UNC coach Mack Brown has mostly only used two fullbacks in the rotation since returning to Chapel Hill. But this year, he said he would like to use three.
“We said one of the key things for coach (Larry) Porter as running back is to separate his guys,” Brown said. “Who are the guys who can make plays with the ball in space? Who are the guys who can break tackles and go (yards after contact) inside? So it’s a good situation to have, but a situation we need to work on.
Of the six players vying for the rotation, only British Brooks has recorded a 100-yard game. Brooks, a former extra who will always be on special teams, was the Heels’ leading running back in each of their last three games last season.
His performance was highlighted by a career-high 124 yards against NC State. He snatched a 63-yard touchdown against South Carolina in the Duke’s Mayo Bowl.

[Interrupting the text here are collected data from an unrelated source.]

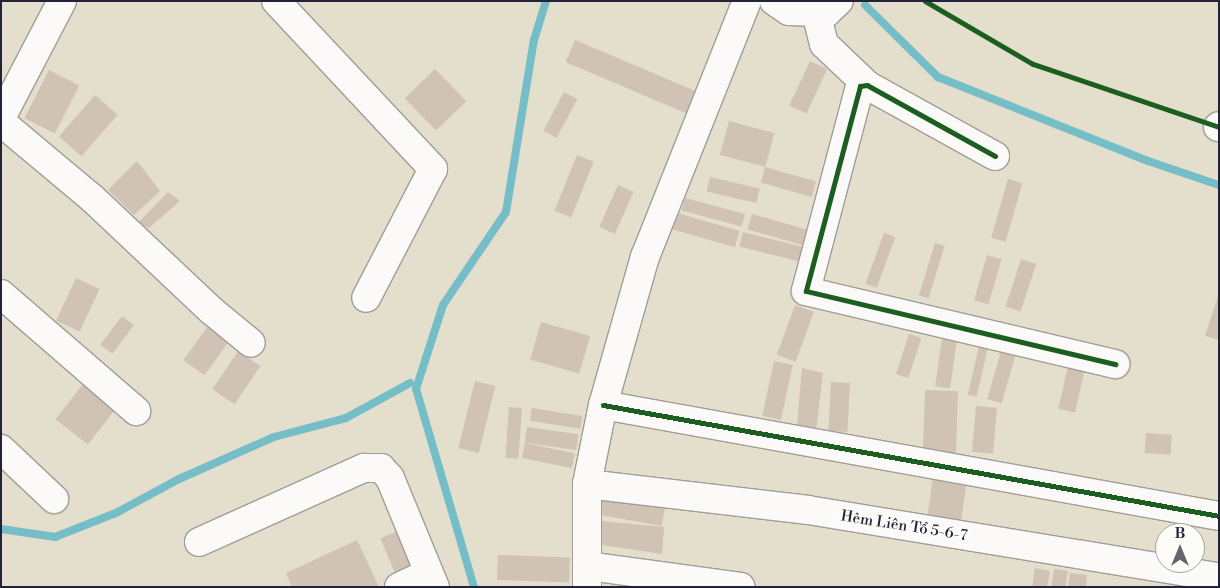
<!DOCTYPE html>
<meta charset="utf-8">
<style>
body{margin:0}
#map{position:relative;width:1220px;height:588px;overflow:hidden;background:#e4decd;font-family:"Libre Bodoni",serif}
div>[style]{position:absolute}
.stream>*{height:8px;margin:-4px;padding:0 4px;transform-origin:4px;border-radius:4px;background:#75bec7}
.building>*{inset:0;background:#d0c2b5;transform-origin:0 0}
.roads{filter:drop-shadow(1px 0 #a09d96) drop-shadow(-1px 0 #a09d96) drop-shadow(0 1px #a09d96) drop-shadow(0 -1px #a09d96)}
.minor>*{height:28px;margin:-14px;padding:0 14px;transform-origin:14px;border-radius:14px;background:#fbfaf8}
.cycleway>*{height:5px;margin:-2.5px;padding:0 2.5px;transform-origin:2.5px;border-radius:2.5px;background:#1b5e20}
span{translate:-50% -50%;white-space:nowrap;text-align:center;line-height:1.15;-webkit-text-stroke:4px #fdfcf7;paint-order:stroke}
.street-label{font-size:15px;color:#22223b}
.frame{position:absolute;inset:0;border:2px solid #22223b;pointer-events:none}
.north{position:absolute;left:1155px;top:523px;width:50px;height:50px;box-sizing:border-box;background:#fdfcf7;border:1px solid #a5a5ac;border-radius:50%;rotate:0deg;font-size:14px;font-weight:700;line-height:20px;text-align:center;color:#22223b}
.north::after{content:'';display:block;margin:auto;width:18px;height:22px;background:#66646e;clip-path:polygon(50% 0,100% 100%,50% 72%,0 100%)}
</style>
<div id="map">
<div class="stream">
<div style="left:865px;top:5px;width:103px;rotate:44.6deg"></div>
<div style="left:938px;top:77px;width:226px;rotate:21.8deg"></div>
<div style="left:1148px;top:161px;width:75px;rotate:18.7deg"></div>
<div style="left:1px;top:529px;width:55px;rotate:8.4deg"></div>
<div style="left:55px;top:537px;width:66px;rotate:-21.5deg"></div>
<div style="left:116px;top:513px;width:72px;rotate:-28.4deg"></div>
<div style="left:179px;top:479px;width:104px;rotate:-23.9deg"></div>
<div style="left:274px;top:437px;width:74px;rotate:-14.8deg"></div>
<div style="left:346px;top:418px;width:73px;rotate:-28.7deg"></div>
<div style="left:474px;top:587px;width:206px;rotate:-106.3deg"></div>
<div style="left:416px;top:389px;width:88px;rotate:-72.2deg"></div>
<div style="left:443px;top:305px;width:112px;rotate:-55.9deg"></div>
<div style="left:506px;top:212px;width:174px;rotate:-80.8deg"></div>
<div style="left:534px;top:40px;width:41px;rotate:-72.9deg"></div>
</div>
<div class="building">
<div style="left:575px;top:40px;width:134px;height:24px;rotate:23deg"></div>
<div style="left:810px;top:61px;width:19px;height:49px;rotate:25deg"></div>
<div style="left:435px;top:69px;width:45px;height:42px;rotate:46deg"></div>
<div style="left:49px;top:70px;width:34px;height:54px;rotate:27deg"></div>
<div style="left:564px;top:92px;width:15px;height:44px;rotate:28deg"></div>
<div style="left:95px;top:95px;width:30px;height:55px;rotate:41deg"></div>
<div style="left:729px;top:121px;width:47px;height:35px;rotate:15deg"></div>
<div style="left:577px;top:155px;width:18px;height:60px;rotate:22deg"></div>
<div style="clip-path:polygon(137px 161px,160px 191px,134px 215px,108px 190px)"></div>
<div style="left:765px;top:167px;width:53px;height:16px;rotate:16deg"></div>
<div style="left:710px;top:177px;width:51px;height:15px;rotate:13deg"></div>
<div style="left:1008px;top:179px;width:15px;height:61px;rotate:16deg"></div>
<div style="left:618px;top:185px;width:17px;height:46px;rotate:24deg"></div>
<div style="clip-path:polygon(168px 192px,180px 201px,149px 228px,138px 223px)"></div>
<div style="left:685px;top:198px;width:62px;height:13px;rotate:15deg"></div>
<div style="left:677px;top:213px;width:65px;height:17px;rotate:16deg"></div>
<div style="left:752px;top:214px;width:62px;height:16px;rotate:16deg"></div>
<div style="left:743px;top:232px;width:62px;height:15px;rotate:14deg"></div>
<div style="left:884px;top:233px;width:12px;height:54px;rotate:20deg"></div>
<div style="left:935px;top:243px;width:10px;height:55px;rotate:17deg"></div>
<div style="left:987px;top:255px;width:15px;height:47px;rotate:16deg"></div>
<div style="left:1021px;top:259px;width:16px;height:50px;rotate:18deg"></div>
<div style="left:76px;top:278px;width:26px;height:47px;rotate:25deg"></div>
<div style="clip-path:polygon(1218px 296px,1219px 296px,1219px 340px,1205px 336px)"></div>
<div style="left:795px;top:305px;width:20px;height:53px;rotate:20deg"></div>
<div style="left:122px;top:316px;width:15px;height:36px;rotate:37deg"></div>
<div style="left:541px;top:322px;width:51px;height:39px;rotate:16deg"></div>
<div style="left:208px;top:326px;width:26px;height:42px;rotate:36deg"></div>
<div style="left:909px;top:334px;width:13px;height:42px;rotate:18deg"></div>
<div style="left:942px;top:338px;width:15px;height:49px;rotate:8deg"></div>
<div style="left:980px;top:342px;width:9px;height:54px;rotate:13deg"></div>
<div style="left:238px;top:351px;width:27px;height:46px;rotate:34deg"></div>
<div style="left:1001px;top:351px;width:15px;height:50px;rotate:16deg"></div>
<div style="left:774px;top:361px;width:19px;height:56px;rotate:12deg"></div>
<div style="left:1069px;top:362px;width:17px;height:48px;rotate:13deg"></div>
<div style="clip-path:polygon(802px 368px,823px 373px,816px 431px,797px 425px)"></div>
<div style="left:87px;top:379px;width:41px;height:51px;rotate:38deg"></div>
<div style="left:475px;top:381px;width:21px;height:69px;rotate:14deg"></div>
<div style="left:831px;top:382px;width:19px;height:49px;rotate:3deg"></div>
<div style="left:925px;top:390px;width:33px;height:64px;rotate:2deg"></div>
<div style="left:976px;top:406px;width:21px;height:46px;rotate:5deg"></div>
<div style="left:509px;top:407px;width:13px;height:51px;rotate:4deg"></div>
<div style="left:532px;top:408px;width:51px;height:13px;rotate:9deg"></div>
<div style="left:527px;top:427px;width:52px;height:16px;rotate:8deg"></div>
<div style="left:1146px;top:433px;width:26px;height:20px;rotate:4deg"></div>
<div style="left:525px;top:443px;width:51px;height:15px;rotate:12deg"></div>
<div style="left:933px;top:477px;width:34px;height:52px;rotate:8deg"></div>
<div style="left:602px;top:490px;width:65px;height:25px;rotate:10deg"></div>
<div style="clip-path:polygon(601px 521px,664px 527px,662px 554px,602px 545px)"></div>
<div style="left:398px;top:531px;width:41px;height:19px;rotate:67deg"></div>
<div style="clip-path:polygon(357px 540px,379px 587px,292px 587px,286px 573px)"></div>
<div style="left:498px;top:555px;width:72px;height:25px;rotate:2deg"></div>
<div style="clip-path:polygon(1035px 568px,1050px 571px,1047px 587px,1032px 587px)"></div>
<div style="left:1054px;top:569px;width:14px;height:18px;rotate:8deg"></div>
<div style="clip-path:polygon(1070px 573px,1087px 575px,1086px 587px,1068px 587px)"></div>
</div>
<div class="roads">
<div class="minor">
<div style="left:276px;top:1px;width:230px;rotate:46.9deg"></div>
<div style="left:433px;top:169px;width:145px;rotate:117.4deg"></div>
<div style="left:774px;top:1px;width:18px;rotate:34deg"></div>
<div style="left:789px;top:11px;width:38px;rotate:2deg"></div>
<div style="left:827px;top:12px;width:16px;rotate:-43deg"></div>
<div style="left:816px;top:12px;width:33px;rotate:76deg"></div>
<div style="left:824px;top:44px;width:59px;rotate:43.6deg"></div>
<div style="left:1px;top:118px;width:132px;rotate:-62.5deg"></div>
<div style="left:1px;top:122px;width:120px;rotate:39.9deg"></div>
<div style="left:93px;top:199px;width:163px;rotate:43.3deg"></div>
<div style="left:212px;top:311px;width:50px;rotate:39.4deg"></div>
<div style="left:1218px;top:127px;width:1px;rotate:-45deg"></div>
<div style="left:995px;top:156px;width:146px;rotate:-151deg"></div>
<div style="left:867px;top:85px;width:7px;rotate:172deg"></div>
<div style="left:860px;top:86px;width:212px;rotate:104.8deg"></div>
<div style="left:806px;top:291px;width:318px;rotate:13.3deg"></div>
<div style="left:1px;top:294px;width:179px;rotate:40.9deg"></div>
<div style="left:603px;top:405px;width:626px;rotate:10.21deg"></div>
<div style="left:1px;top:449px;width:73px;rotate:43.3deg"></div>
<div style="left:587px;top:484px;width:223px;rotate:6.7deg"></div>
<div style="left:808px;top:510px;width:416px;rotate:9.3deg"></div>
<div style="left:199px;top:542px;width:181px;rotate:-24.2deg"></div>
<div style="left:364px;top:468px;width:17px"></div>
<div style="left:381px;top:468px;width:13px;rotate:48deg"></div>
<div style="left:390px;top:478px;width:118px;rotate:67.6deg"></div>
<div style="left:588px;top:566px;width:154px;rotate:7.8deg"></div>
<div style="left:399px;top:587px;width:33px;rotate:-25deg"></div>
<div style="left:587px;top:587px;width:103px;rotate:-90deg"></div>
<div style="left:587px;top:484px;width:81px;rotate:-78.6deg"></div>
<div style="left:603px;top:405px;width:154px;rotate:-74.2deg"></div>
<div style="left:645px;top:257px;width:276px;rotate:-68.3deg"></div>
</div>
</div>
<div class="cycleway">
<div style="left:925px;top:1px;width:125px;rotate:30.3deg"></div>
<div style="left:1033px;top:64px;width:196px;rotate:18.7deg"></div>
<div style="left:995px;top:156px;width:146px;rotate:-151deg"></div>
<div style="left:867px;top:85px;width:7px;rotate:172deg"></div>
<div style="left:860px;top:86px;width:212px;rotate:104.8deg"></div>
<div style="left:806px;top:291px;width:318px;rotate:13.3deg"></div>
<div style="left:603px;top:405px;width:626px;rotate:10.21deg"></div>
</div>
<div class="street-label">
<span style="left:904px;top:526px;rotate:9deg">Hẻm Liên Tổ 5-6-7</span>
</div>
<div class="frame"></div>
<div class="north">B</div>
</div>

Brooks was the team’s third-leading rusher with 295 yards. Although he’ll enter the season opener against Florida A&M on Aug. 27 as the starting running back, the fifth-year senior still has the mentality he had as an extra who was just fighting for win a scholarship.
“I haven’t done anything yet,” Brooks said. “The season hasn’t started yet so I have a lot to prove. That’s how I proceeded. »
They all have their reasons.
For freshmen George Pettaway and Omarion Hampton, it proves their talent can overcome their lack of experience. Pettaway had the advantage of signing up in January and it helped his progress at the start of fall camp.
For Jones and second Caleb Hood, it’s all about finding a way to stay healthy throughout the season. Jones was on the No. 2 running backs list last season before a foot injury knocked him out of the lineup. And even when he was in the lineout, he said he spent too much time thinking about getting injured again that it made him hesitate with the ball.
“I was guessing everything, guessing my moves, and it threw me off a lot,” Jones said. “And I think that showed up a lot and that’s another reason why I played and played.”
Jones said that’s all a thing of the past now, as he feels better than he has since joining UNC.
Sophomore Elijah Green has developed a similar confidence. He’s here to prove he’s done the adjustment after leading an I formation in high school where he never caught passes in space or learned pass protection patterns.
One of his biggest moments in the spring came when he helped extend a play by catching a blitz with his block. Green also said he caught 100 passes after training the JUGs machine or a quarterback to help improve his hands.
The competition will do it to you.
“The fact that we have so many good guys in the running room, we’re getting better every day,” Green said. “You see a guy break a run, you’re like, ‘Man, I gotta do this. Or it’s going to push me to go harder and push me to get better. So, honestly, it’s really good that we have this competition and so many guys who can carry the ball. It’s what you want in a backyard race room.